Magdeburg ( smu ). Die Verbandsliga-Fußballer des MSV 90 Preussen trennten sich am 23. Spieltag vom gastgebenden FC Grün-Weiß Piesteritz 2 : 2 ( 1 : 2 ) Unentschieden. Kevin Knöfler ( 4. ) und Alexander Siemke ( 30. ) brachten die Gäste in Führung, Ladislav Steffke ( 45 .+ 2 / 47. ) traf durch zwei Strafstoßtore zum Ausgleich.

Es war eine ansprechende Leistung, welche die Magdeburger auf dem Kunstrasenplatz im " Volkspark " in Piesteritz zeigten. Trotz der langen Winterpause und der schwierigen Vorbereitung mit nur drei Testspielen, waren sie von Beginn an präsent und übernahmen die Regie in dieser Partie. So sah es auch Preussen-Coach Dirk Hannemann : " Ich muss meiner Mannschaft für ihren Kampf und die gute spielerischere Leistung Lob zollen. Wir haben gut gespielt und hätten den Sieg verdient, leider hat es heute nicht geklappt. "

So begannen die Gäste wie die Feuerwehr und erzielten durch Knöfler, der, nachdem Lindemann im Tor des FC einen Schuss von Siemke nicht feshalten konnte, zur Stelle war, aus Nahdistanz das 1 : 0 ( 4. ).

Die Piesteritzer versuchte durch Härte die Magdeburger zu beeindrucken, bissen dabei aber auf Granit und hatten Glück, dass nur Wellington und Hinkelmann in der ersten Hälfte dafür verwarnt wurden. Spielerisch war von ihnen wenig zu sehen. Ein Schuss von Freihube, der knapp über die Querlatte strich, war zunächst die einzige Möglichkeit.

Der MSV belohnte sich für seine Bemühungen.

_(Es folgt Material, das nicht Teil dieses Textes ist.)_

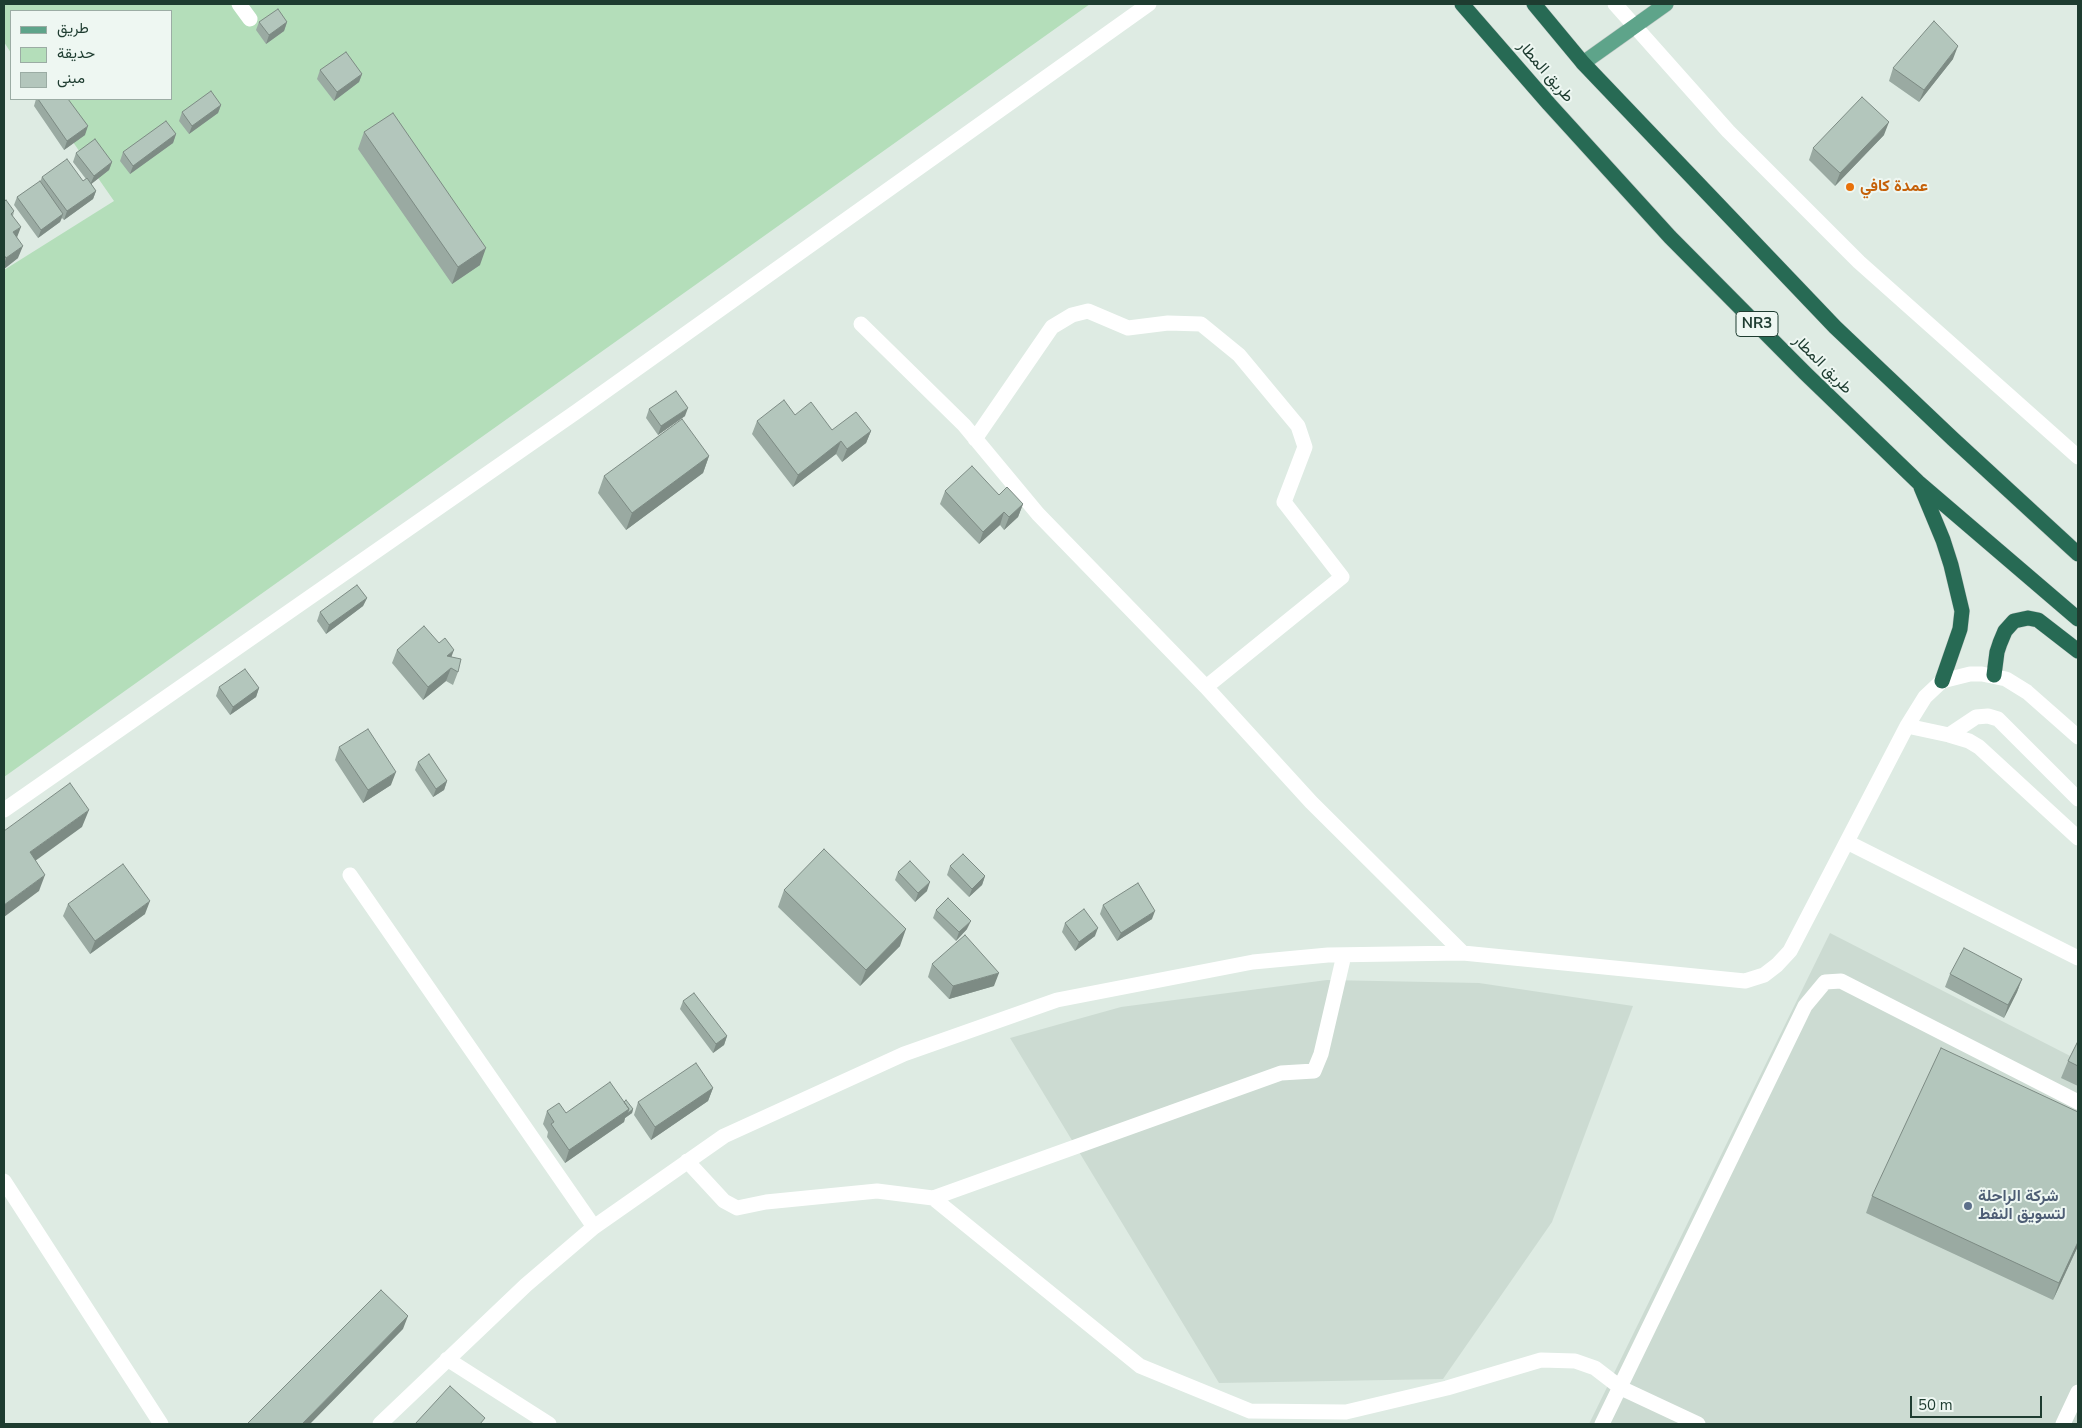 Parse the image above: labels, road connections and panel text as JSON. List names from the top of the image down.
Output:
{
  "streets": {
    "highway": ["طريق المطار", "NR3"]
  },
  "places": ["عمدة كافي", "شركة الراحلة لتسويق النفط"],
  "legend": ["طريق", "حديقة", "مبنى"],
  "scale_bar": "50 m"
}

Nach mehreren Angriffen erzielte Siemke, nach Vorarbeit von Steve Röhl, das verdiente 2 : 0 ( 30. ).

Wenig später hätte die Entscheidung fallen können, Siemke blieb der Elfmeter aber versagt, als er frei durch war und dann im Strafraum von hinten von den Beinen geholt wurde.

Schiedsrichter Mario Jeske ( Queis ) stellte sich dann, mit einigen fragwürdigen Entscheidungen, immer mehr in den Mittelpunkt. So entschied er, nachdem Preussen-Keeper Juckelandt einen hohen Ball fing und dabei von einem Piesteritzer bedrängt wurde, auf Strafstoß. Selbst die Piesteritzer brauchten eine Weile, ehe sie bemerkten, dass Jeske für sie entschieden hatte. Steffke trat an und verwandelte sicher ( 45. + 2 ).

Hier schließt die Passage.